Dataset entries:
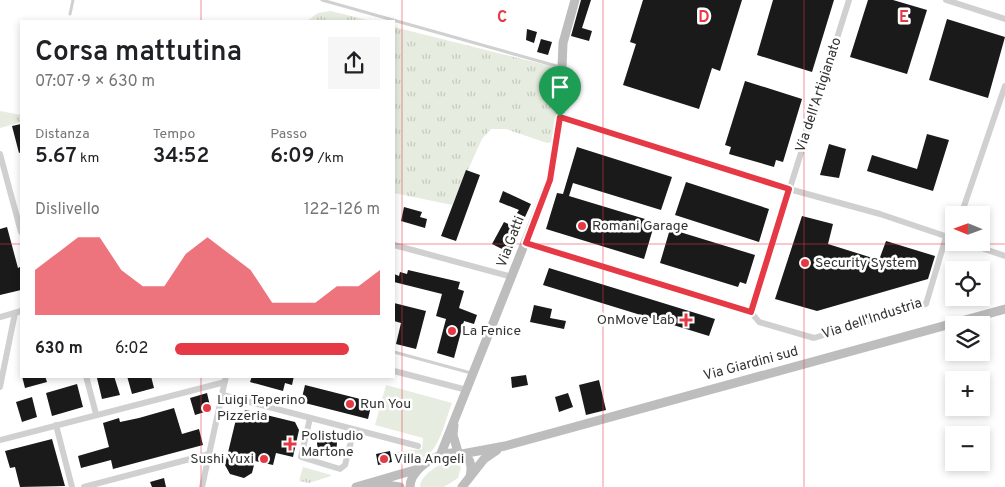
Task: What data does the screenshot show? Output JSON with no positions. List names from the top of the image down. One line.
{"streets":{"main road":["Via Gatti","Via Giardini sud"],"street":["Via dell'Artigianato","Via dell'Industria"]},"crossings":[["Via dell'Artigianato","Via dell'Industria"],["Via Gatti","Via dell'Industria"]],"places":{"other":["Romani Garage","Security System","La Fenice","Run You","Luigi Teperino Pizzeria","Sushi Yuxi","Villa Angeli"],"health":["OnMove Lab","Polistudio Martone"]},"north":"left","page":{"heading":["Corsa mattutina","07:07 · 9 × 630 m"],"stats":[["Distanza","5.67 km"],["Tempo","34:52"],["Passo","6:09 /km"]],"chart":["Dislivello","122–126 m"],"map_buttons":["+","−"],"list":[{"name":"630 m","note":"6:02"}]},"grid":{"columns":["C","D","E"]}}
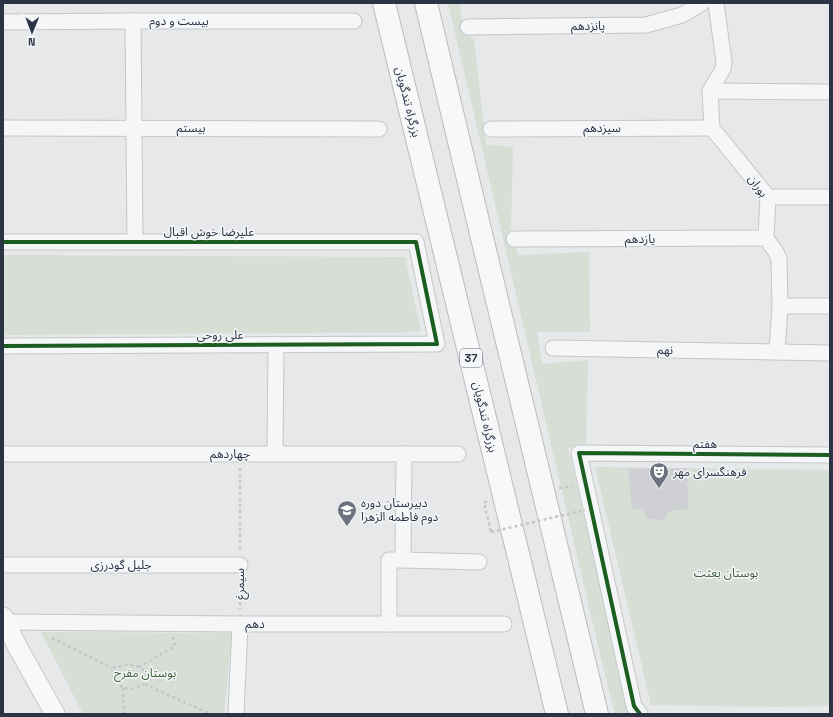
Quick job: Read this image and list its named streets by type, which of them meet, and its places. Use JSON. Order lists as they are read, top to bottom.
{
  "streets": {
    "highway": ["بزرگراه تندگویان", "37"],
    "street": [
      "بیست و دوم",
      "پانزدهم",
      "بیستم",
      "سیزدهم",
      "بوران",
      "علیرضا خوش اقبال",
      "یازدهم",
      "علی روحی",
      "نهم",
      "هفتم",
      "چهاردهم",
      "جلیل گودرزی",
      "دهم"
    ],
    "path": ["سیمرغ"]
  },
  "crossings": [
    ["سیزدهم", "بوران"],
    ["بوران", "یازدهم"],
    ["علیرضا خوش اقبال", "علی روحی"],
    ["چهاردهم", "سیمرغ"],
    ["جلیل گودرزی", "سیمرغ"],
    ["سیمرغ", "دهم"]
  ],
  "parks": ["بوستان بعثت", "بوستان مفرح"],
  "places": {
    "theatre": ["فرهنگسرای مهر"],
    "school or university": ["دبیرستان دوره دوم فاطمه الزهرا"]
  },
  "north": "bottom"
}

■ **TASK**: None of the pictures should appear; repeat the records exactly otherwise.

■ **RESULT OF THIS EXERCISE**:
Task: What data does the screenshot show? Output JSON with no positions. List names from the top of the image down. One line.
{"streets":{"main road":["Via Gatti","Via Giardini sud"],"street":["Via dell'Artigianato","Via dell'Industria"]},"crossings":[["Via dell'Artigianato","Via dell'Industria"],["Via Gatti","Via dell'Industria"]],"places":{"other":["Romani Garage","Security System","La Fenice","Run You","Luigi Teperino Pizzeria","Sushi Yuxi","Villa Angeli"],"health":["OnMove Lab","Polistudio Martone"]},"north":"left","page":{"heading":["Corsa mattutina","07:07 · 9 × 630 m"],"stats":[["Distanza","5.67 km"],["Tempo","34:52"],["Passo","6:09 /km"]],"chart":["Dislivello","122–126 m"],"map_buttons":["+","−"],"list":[{"name":"630 m","note":"6:02"}]},"grid":{"columns":["C","D","E"]}}
Quick job: Read this image and list its named streets by type, which of them meet, and its places. Use JSON. Order lists as they are read, top to bottom.
{
  "streets": {
    "highway": ["بزرگراه تندگویان", "37"],
    "street": [
      "بیست و دوم",
      "پانزدهم",
      "بیستم",
      "سیزدهم",
      "بوران",
      "علیرضا خوش اقبال",
      "یازدهم",
      "علی روحی",
      "نهم",
      "هفتم",
      "چهاردهم",
      "جلیل گودرزی",
      "دهم"
    ],
    "path": ["سیمرغ"]
  },
  "crossings": [
    ["سیزدهم", "بوران"],
    ["بوران", "یازدهم"],
    ["علیرضا خوش اقبال", "علی روحی"],
    ["چهاردهم", "سیمرغ"],
    ["جلیل گودرزی", "سیمرغ"],
    ["سیمرغ", "دهم"]
  ],
  "parks": ["بوستان بعثت", "بوستان مفرح"],
  "places": {
    "theatre": ["فرهنگسرای مهر"],
    "school or university": ["دبیرستان دوره دوم فاطمه الزهرا"]
  },
  "north": "bottom"
}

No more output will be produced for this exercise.